All Hell Breaks Loose fix-it type coda. Extremely AU after season 3 hit, but was written in the summer between seasons.
In June, they're still recovering from a clusterfuck of a job in May.
Dean moves slow enough that he feels like a freakin' granny; Sam's got long wounds on his back that are only now starting to scar over. That's not really the problem though, because they're still alive and the motherfucking harpies aren't. No, the problem is that they took the job in New Mexico before the heat turned brain-melting and now they're stuck crabby, itchy, and healing, in a goddamn oven.
As soon as they can sit comfortably in the Impala, they're hightailing it to cooler states.

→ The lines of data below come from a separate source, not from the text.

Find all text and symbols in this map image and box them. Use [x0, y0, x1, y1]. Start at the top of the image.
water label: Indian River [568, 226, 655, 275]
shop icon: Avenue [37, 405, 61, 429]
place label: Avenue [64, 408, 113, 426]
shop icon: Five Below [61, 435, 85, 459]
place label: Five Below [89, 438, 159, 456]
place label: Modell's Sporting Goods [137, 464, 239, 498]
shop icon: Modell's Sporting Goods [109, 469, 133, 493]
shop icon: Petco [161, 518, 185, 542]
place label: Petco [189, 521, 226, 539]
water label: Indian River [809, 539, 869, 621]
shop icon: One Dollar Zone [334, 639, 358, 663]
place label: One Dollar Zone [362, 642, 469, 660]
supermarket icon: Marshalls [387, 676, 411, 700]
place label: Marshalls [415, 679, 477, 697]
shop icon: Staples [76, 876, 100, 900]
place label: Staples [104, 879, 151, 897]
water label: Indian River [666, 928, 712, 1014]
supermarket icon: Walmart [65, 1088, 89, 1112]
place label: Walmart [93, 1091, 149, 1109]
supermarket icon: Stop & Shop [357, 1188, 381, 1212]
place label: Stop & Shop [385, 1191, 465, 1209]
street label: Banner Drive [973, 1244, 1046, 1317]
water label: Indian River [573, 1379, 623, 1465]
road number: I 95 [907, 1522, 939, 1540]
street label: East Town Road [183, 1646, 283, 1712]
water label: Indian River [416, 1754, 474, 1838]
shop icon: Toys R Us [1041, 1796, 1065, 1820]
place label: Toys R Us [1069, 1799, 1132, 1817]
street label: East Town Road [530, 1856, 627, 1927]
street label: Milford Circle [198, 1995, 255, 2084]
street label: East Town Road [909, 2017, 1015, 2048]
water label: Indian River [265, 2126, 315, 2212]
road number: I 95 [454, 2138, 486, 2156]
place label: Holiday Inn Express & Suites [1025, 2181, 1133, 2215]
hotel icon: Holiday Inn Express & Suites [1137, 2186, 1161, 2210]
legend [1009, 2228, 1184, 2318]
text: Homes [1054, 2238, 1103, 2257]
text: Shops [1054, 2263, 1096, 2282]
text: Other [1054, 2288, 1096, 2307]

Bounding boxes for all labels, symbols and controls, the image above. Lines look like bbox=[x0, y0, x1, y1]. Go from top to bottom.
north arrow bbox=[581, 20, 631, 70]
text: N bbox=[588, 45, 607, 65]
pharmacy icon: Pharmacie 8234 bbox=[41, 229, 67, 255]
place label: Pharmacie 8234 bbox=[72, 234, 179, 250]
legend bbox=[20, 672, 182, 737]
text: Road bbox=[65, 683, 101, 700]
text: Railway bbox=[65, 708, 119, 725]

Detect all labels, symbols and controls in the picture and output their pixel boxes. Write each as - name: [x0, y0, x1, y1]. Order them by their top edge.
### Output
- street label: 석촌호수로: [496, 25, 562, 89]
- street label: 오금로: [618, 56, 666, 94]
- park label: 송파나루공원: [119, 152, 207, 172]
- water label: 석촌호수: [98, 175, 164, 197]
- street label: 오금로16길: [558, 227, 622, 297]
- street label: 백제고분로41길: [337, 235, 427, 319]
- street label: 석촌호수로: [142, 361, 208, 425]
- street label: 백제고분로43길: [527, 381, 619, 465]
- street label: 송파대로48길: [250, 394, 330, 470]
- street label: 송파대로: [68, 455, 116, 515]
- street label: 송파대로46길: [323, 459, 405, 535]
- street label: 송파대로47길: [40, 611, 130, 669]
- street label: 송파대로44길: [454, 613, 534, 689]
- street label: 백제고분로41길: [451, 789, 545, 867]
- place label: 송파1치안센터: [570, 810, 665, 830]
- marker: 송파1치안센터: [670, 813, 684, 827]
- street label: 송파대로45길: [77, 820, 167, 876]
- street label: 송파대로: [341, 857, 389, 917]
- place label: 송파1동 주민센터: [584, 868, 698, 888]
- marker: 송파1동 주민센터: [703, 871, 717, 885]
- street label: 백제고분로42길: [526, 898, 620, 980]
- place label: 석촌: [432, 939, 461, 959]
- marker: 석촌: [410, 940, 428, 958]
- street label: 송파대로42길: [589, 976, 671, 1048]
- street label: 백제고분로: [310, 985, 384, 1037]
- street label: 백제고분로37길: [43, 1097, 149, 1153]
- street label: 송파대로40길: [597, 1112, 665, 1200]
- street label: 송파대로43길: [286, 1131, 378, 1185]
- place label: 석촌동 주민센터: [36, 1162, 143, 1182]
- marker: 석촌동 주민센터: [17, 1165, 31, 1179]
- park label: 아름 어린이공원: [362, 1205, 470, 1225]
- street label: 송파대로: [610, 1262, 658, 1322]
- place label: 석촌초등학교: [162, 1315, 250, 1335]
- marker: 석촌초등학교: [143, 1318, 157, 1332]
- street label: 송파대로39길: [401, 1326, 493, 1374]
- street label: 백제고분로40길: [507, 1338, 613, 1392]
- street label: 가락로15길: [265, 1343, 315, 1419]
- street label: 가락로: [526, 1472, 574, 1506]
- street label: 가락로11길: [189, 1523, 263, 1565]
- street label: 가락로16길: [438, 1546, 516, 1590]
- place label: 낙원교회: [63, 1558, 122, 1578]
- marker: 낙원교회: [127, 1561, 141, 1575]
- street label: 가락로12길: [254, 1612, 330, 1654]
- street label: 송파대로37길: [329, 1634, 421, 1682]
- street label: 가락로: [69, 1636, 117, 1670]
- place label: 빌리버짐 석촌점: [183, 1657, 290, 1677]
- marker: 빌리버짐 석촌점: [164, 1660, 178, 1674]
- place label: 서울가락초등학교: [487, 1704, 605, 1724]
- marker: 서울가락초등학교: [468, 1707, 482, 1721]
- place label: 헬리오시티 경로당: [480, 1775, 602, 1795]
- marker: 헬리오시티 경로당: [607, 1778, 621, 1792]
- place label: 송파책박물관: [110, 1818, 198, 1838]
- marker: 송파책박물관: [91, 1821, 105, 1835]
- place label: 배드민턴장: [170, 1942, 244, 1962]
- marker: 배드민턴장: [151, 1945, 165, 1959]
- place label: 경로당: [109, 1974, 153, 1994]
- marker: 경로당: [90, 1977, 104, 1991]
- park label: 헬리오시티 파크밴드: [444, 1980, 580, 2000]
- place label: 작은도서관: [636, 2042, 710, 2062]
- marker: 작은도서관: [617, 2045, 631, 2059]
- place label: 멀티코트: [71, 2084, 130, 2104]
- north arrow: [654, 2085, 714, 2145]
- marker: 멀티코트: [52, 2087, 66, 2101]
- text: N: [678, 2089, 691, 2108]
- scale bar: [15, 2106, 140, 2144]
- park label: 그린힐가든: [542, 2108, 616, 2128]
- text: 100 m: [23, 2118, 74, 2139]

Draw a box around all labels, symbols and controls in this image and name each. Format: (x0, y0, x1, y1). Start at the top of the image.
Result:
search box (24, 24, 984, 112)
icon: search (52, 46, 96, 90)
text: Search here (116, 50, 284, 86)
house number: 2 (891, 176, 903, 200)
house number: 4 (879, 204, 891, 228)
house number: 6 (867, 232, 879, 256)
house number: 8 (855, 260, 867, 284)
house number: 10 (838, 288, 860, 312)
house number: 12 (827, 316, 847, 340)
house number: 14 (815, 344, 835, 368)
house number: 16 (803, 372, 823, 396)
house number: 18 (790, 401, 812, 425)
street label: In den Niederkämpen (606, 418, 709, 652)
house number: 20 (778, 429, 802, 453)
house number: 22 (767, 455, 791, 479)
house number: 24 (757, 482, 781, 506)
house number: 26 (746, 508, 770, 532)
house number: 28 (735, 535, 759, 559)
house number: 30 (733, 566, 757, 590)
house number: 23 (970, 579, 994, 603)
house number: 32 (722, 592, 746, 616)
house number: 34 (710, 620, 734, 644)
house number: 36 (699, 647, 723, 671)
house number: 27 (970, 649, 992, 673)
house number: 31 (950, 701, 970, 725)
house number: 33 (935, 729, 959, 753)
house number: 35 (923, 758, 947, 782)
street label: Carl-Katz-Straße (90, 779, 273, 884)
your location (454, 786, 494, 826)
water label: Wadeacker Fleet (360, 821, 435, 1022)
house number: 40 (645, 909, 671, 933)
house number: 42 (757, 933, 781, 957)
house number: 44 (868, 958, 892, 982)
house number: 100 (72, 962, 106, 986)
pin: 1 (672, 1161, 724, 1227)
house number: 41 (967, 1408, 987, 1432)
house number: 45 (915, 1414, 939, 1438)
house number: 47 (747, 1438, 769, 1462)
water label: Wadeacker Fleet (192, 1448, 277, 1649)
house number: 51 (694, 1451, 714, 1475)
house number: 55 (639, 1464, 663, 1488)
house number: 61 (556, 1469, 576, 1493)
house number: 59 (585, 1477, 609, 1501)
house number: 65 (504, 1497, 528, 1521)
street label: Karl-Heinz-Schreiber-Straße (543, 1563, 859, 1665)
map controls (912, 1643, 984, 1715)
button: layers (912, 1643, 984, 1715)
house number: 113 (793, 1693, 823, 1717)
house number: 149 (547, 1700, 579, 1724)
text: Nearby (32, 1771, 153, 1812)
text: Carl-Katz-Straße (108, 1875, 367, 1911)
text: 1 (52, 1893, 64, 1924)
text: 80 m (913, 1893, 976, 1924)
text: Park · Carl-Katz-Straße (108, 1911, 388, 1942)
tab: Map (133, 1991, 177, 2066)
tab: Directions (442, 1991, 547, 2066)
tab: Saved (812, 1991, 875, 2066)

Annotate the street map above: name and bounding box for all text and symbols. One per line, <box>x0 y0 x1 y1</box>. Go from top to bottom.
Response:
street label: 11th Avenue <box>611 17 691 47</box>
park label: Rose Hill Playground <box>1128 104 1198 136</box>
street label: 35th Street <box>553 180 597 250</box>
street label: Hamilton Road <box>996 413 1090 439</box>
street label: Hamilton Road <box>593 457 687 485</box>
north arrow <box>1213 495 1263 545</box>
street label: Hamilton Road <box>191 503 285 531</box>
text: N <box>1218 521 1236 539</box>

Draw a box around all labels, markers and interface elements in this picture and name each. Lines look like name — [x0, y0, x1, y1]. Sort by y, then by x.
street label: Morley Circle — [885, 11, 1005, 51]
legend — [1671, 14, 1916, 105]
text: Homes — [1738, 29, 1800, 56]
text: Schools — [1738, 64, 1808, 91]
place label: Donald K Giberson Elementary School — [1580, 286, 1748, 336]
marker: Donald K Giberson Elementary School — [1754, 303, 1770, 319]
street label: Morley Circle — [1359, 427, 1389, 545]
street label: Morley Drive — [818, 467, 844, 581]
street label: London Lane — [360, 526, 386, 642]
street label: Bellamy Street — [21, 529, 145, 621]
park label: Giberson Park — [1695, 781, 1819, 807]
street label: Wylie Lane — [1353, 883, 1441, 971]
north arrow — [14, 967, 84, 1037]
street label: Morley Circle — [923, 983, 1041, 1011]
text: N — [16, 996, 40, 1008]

It's so hot that Sam's got his head out the window like a particularly huge, floppy eared dog. He bitches constantly about the Impala's busted air conditioner (it's never worked right after Sam let the semi total his baby, which is usually enough to shut him up on that subject), the fact that Dean only ever buys soda and not water, and the way the black paint seems to absorb every stray "sunbeam."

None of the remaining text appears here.